The successful desegregation on May 29-31, 1963 – a year before the 1964 U.S. Civil Rights act required desegregation of “public accommodations” – pushed Charlotte into the national spotlight. The city’s progressive action contrasted sharply with the massive resistance then going on in places such as Birmingham, where police chief Bull Connor turned fire hoses and police dogs on young Civil Rights protesters that same month. It was a key turning point in Charlotte’s emergence as a major Southern city.

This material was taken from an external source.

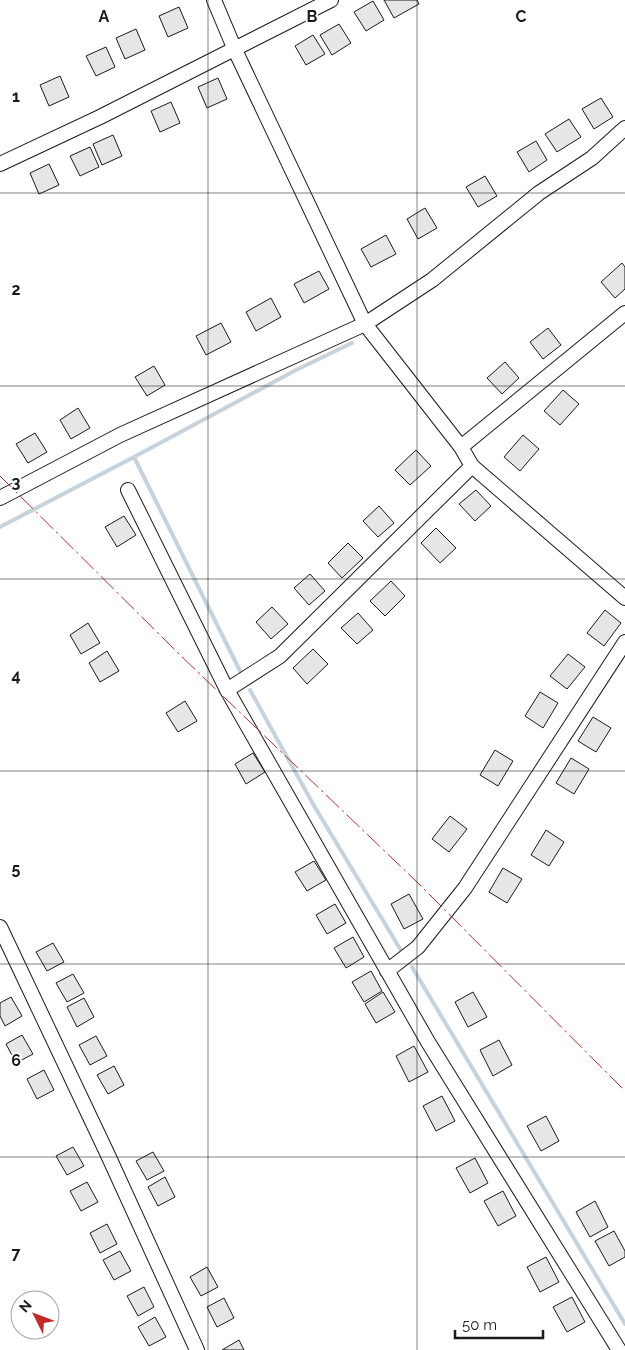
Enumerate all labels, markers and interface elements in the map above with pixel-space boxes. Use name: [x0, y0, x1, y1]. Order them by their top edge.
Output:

Organizers of this two-week celebration include: Levine Museum of the New South, Mecklenburg Ministries, The May 20th Society, Charlotte Mecklenburg Community Relations, and Mert's Heart & Soul, with assistance from Charlotte Center City Partners, Charlotte Chamber, Queens University, Johnson C. Smith University, and the Carolina Room of the Charlotte Mecklenburg Library.

Sunday, May 19

From Sit-ins to Eat-ins: History Makers Panel Discussion
Several participants from the 1963 desegregation march in Charlotte will be a part of this panel discussion, including the son of Charlotte activist Dr. Reginald Hawkins, who marched beside his father in 1963; Jack Claiborne, who is a long-time reporter for The Charlotte Observer and covered the Civil Rights movement locally; Evan Faulkenbury, who has studied Dr. Hawkins’ life; and Patricia A. Albritton, board chair of Charlotte Mecklenburg Community Relations Office. 2:30 p.m. First United Presbyterian Church, 406 N. College St.

Monday, May 20

March from Johnson C. Smith University to the Mecklenburg County Courthouse
Scheduled speakers include Malcolm Graham, attorney Charles Jones, James Ferguson, Dr. Reginald Hawkins, Abdullah Salim Jr., and Mayor Anthony Foxx. 10:30 a.m. Johnson C. Smith University, 100 Beatties Ford Rd.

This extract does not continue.